# Requirement
Exactly as they appear below, repeat the lines from the one with "Annotation task. Summarize" through the one with "Transcribe the names and structure of the image", and no others.

# Records supplied
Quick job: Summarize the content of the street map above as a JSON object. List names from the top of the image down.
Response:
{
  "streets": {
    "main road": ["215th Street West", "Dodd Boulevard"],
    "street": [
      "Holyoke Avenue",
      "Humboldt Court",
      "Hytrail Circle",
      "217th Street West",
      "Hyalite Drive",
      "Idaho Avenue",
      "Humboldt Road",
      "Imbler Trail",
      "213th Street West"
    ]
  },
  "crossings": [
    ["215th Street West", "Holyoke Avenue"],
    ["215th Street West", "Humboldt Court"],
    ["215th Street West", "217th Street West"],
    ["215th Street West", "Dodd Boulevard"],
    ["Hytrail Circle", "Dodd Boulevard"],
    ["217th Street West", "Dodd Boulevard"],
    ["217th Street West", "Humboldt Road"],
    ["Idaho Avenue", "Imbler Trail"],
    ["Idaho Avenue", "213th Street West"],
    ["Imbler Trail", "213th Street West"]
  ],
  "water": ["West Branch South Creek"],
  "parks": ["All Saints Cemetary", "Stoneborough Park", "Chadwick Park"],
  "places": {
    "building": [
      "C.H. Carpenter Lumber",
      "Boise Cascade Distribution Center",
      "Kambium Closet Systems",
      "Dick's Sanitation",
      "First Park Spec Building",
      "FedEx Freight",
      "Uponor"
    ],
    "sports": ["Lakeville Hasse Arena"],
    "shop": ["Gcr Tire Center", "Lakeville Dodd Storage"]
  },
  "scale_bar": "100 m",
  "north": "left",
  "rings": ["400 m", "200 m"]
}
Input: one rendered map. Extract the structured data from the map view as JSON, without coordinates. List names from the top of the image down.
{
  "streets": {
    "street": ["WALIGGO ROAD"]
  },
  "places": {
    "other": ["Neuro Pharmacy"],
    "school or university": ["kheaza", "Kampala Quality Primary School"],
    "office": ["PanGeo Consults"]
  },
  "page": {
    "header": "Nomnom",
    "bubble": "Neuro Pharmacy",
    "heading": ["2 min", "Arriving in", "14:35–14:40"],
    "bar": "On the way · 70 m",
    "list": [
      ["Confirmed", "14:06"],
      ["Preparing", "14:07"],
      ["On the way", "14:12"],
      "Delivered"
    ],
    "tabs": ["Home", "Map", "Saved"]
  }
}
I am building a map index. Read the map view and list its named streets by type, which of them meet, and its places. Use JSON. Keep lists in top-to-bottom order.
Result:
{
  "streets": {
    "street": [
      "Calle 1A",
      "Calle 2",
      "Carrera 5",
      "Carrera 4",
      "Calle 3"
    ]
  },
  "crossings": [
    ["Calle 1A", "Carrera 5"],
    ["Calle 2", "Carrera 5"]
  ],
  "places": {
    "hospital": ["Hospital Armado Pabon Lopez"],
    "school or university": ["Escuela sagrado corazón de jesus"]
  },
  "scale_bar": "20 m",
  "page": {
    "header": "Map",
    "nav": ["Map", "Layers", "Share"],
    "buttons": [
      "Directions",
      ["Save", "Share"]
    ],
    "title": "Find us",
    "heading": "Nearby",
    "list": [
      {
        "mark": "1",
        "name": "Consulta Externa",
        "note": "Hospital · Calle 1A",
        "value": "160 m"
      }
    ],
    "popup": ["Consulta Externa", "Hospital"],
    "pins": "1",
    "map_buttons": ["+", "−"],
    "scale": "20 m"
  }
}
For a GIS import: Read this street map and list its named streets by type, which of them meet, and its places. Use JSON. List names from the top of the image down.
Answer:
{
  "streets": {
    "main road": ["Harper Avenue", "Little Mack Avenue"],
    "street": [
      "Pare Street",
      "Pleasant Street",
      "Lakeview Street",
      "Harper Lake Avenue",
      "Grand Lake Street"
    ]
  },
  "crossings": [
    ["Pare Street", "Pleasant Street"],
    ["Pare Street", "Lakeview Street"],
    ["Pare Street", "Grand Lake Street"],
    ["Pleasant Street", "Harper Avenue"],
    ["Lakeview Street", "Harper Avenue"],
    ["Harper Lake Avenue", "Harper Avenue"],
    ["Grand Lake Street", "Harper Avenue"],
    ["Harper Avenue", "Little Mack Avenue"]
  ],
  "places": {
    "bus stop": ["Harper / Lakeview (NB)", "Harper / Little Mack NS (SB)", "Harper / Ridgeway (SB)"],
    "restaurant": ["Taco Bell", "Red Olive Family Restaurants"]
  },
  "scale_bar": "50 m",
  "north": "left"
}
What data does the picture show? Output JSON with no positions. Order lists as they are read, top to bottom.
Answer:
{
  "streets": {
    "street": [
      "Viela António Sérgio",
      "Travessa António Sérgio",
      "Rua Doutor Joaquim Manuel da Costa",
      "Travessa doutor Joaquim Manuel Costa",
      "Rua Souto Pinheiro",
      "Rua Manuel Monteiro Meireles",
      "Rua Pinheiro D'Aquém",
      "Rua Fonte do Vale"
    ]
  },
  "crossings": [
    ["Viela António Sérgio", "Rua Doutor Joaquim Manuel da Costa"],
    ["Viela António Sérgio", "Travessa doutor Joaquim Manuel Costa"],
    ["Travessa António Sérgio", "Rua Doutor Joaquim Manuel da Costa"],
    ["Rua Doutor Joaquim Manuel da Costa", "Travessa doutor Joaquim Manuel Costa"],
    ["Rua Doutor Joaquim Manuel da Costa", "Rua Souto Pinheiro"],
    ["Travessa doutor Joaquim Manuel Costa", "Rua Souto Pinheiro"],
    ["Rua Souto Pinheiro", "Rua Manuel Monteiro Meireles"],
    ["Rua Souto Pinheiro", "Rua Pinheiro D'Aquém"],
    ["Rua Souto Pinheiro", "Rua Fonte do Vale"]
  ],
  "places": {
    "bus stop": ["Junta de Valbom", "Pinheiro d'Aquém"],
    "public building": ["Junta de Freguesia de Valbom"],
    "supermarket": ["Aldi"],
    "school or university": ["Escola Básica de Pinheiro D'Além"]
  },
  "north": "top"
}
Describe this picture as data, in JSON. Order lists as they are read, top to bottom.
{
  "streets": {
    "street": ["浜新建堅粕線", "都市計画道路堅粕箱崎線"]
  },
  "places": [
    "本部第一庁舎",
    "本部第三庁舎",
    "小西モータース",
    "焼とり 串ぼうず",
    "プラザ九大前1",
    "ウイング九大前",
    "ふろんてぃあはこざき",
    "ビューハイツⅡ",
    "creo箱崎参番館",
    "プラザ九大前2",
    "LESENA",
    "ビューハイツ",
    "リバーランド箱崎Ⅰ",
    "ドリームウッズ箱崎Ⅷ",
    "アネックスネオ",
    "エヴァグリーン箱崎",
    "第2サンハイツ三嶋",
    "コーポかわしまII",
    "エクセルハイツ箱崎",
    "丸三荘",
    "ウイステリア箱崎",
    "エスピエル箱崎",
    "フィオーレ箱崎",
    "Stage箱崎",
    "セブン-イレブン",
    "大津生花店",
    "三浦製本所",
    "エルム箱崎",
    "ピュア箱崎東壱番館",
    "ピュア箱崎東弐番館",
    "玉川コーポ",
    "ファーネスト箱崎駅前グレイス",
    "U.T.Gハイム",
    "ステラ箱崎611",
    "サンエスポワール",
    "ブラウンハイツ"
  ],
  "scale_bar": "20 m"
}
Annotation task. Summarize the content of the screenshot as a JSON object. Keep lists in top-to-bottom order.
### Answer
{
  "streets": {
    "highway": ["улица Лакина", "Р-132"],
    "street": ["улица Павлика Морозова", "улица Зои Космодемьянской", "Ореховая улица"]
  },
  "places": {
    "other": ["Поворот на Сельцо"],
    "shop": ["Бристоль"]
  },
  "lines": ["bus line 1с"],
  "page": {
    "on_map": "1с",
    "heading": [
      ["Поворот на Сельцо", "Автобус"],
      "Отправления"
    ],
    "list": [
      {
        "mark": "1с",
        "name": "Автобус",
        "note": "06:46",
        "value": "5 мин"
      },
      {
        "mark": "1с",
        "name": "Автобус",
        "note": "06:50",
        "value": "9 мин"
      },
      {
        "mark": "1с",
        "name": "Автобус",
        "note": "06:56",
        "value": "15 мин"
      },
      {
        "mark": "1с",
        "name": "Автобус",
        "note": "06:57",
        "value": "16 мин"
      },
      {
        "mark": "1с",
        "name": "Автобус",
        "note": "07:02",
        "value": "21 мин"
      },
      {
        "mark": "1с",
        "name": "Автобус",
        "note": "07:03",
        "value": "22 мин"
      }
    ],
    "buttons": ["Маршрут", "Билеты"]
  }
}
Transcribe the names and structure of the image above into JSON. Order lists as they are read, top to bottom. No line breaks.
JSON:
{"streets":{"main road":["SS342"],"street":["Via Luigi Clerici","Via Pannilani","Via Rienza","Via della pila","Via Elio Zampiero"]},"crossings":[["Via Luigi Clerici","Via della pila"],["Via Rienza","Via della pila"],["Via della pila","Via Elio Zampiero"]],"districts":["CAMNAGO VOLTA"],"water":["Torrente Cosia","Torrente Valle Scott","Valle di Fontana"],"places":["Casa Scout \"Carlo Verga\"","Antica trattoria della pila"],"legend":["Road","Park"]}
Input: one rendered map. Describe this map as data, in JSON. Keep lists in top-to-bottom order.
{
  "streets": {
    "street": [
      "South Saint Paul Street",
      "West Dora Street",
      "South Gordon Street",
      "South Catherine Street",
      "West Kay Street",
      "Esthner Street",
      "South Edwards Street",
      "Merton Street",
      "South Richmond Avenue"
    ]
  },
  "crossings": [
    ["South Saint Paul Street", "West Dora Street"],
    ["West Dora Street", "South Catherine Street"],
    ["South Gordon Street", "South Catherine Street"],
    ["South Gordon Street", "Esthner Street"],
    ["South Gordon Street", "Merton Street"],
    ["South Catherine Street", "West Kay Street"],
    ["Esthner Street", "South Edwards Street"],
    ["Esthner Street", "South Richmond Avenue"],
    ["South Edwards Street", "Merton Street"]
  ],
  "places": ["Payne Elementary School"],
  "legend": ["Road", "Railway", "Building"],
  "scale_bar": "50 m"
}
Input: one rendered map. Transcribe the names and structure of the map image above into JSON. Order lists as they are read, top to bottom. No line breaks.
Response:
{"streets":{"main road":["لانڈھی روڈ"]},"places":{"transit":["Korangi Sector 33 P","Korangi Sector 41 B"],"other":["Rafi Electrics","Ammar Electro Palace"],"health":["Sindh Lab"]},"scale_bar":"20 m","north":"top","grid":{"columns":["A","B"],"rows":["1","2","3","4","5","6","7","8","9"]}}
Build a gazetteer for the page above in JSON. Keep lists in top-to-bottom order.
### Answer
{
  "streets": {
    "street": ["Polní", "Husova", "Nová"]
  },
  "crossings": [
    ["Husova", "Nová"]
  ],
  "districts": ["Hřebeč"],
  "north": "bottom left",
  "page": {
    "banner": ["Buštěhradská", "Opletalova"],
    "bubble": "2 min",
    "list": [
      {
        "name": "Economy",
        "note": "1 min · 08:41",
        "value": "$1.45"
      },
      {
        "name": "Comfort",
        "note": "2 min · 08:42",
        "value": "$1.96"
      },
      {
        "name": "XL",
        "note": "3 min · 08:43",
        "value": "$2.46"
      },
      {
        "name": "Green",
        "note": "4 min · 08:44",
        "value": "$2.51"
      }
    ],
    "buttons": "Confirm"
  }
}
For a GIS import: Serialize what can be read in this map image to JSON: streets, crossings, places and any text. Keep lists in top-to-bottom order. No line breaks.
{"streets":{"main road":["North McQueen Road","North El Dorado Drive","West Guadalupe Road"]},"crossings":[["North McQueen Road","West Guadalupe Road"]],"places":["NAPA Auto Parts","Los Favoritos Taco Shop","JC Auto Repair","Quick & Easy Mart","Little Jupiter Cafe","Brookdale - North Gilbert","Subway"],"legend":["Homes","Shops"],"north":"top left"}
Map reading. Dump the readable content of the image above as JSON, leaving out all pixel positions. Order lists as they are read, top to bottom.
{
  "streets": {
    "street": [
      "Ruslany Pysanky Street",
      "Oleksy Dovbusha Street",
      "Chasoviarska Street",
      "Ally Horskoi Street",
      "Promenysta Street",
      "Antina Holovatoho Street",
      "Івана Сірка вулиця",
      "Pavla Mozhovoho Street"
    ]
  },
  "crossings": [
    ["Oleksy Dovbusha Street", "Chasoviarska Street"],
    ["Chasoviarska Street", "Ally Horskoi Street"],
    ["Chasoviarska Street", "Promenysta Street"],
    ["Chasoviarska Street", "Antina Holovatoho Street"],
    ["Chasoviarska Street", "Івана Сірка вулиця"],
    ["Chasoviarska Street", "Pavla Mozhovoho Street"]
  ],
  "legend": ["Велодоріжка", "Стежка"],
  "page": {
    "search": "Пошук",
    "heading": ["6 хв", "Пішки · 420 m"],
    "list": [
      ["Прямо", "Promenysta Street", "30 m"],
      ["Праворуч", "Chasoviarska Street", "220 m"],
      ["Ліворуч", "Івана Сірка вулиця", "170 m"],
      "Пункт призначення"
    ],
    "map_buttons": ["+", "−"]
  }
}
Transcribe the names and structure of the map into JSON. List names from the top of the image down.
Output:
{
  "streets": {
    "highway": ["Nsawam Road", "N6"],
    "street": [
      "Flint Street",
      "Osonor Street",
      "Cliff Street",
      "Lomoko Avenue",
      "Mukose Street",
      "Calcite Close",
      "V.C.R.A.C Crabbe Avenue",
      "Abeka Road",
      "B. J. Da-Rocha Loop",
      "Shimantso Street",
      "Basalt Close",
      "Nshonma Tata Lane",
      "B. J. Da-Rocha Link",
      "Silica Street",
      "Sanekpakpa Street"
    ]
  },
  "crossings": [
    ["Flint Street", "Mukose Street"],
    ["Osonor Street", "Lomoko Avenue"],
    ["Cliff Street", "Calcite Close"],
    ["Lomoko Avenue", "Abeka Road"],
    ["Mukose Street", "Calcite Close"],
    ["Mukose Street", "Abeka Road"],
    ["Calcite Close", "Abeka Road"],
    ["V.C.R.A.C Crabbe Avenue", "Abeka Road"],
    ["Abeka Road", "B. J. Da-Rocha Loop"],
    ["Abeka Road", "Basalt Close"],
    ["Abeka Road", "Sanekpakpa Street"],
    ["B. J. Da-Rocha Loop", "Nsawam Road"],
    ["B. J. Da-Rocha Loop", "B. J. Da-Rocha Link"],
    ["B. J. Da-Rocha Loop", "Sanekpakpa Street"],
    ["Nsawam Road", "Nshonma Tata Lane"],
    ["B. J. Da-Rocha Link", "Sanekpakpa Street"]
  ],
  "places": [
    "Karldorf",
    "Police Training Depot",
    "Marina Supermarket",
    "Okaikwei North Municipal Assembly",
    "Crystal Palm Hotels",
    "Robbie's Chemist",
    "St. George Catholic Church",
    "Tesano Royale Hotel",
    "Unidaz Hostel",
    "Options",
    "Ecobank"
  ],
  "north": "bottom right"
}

# Result for this task
Annotation task. Summarize the content of the screenshot as a JSON object. Keep lists in top-to-bottom order.
### Answer
{
  "streets": {
    "highway": ["улица Лакина", "Р-132"],
    "street": ["улица Павлика Морозова", "улица Зои Космодемьянской", "Ореховая улица"]
  },
  "places": {
    "other": ["Поворот на Сельцо"],
    "shop": ["Бристоль"]
  },
  "lines": ["bus line 1с"],
  "page": {
    "on_map": "1с",
    "heading": [
      ["Поворот на Сельцо", "Автобус"],
      "Отправления"
    ],
    "list": [
      {
        "mark": "1с",
        "name": "Автобус",
        "note": "06:46",
        "value": "5 мин"
      },
      {
        "mark": "1с",
        "name": "Автобус",
        "note": "06:50",
        "value": "9 мин"
      },
      {
        "mark": "1с",
        "name": "Автобус",
        "note": "06:56",
        "value": "15 мин"
      },
      {
        "mark": "1с",
        "name": "Автобус",
        "note": "06:57",
        "value": "16 мин"
      },
      {
        "mark": "1с",
        "name": "Автобус",
        "note": "07:02",
        "value": "21 мин"
      },
      {
        "mark": "1с",
        "name": "Автобус",
        "note": "07:03",
        "value": "22 мин"
      }
    ],
    "buttons": ["Маршрут", "Билеты"]
  }
}
Transcribe the names and structure of the image above into JSON. Order lists as they are read, top to bottom. No line breaks.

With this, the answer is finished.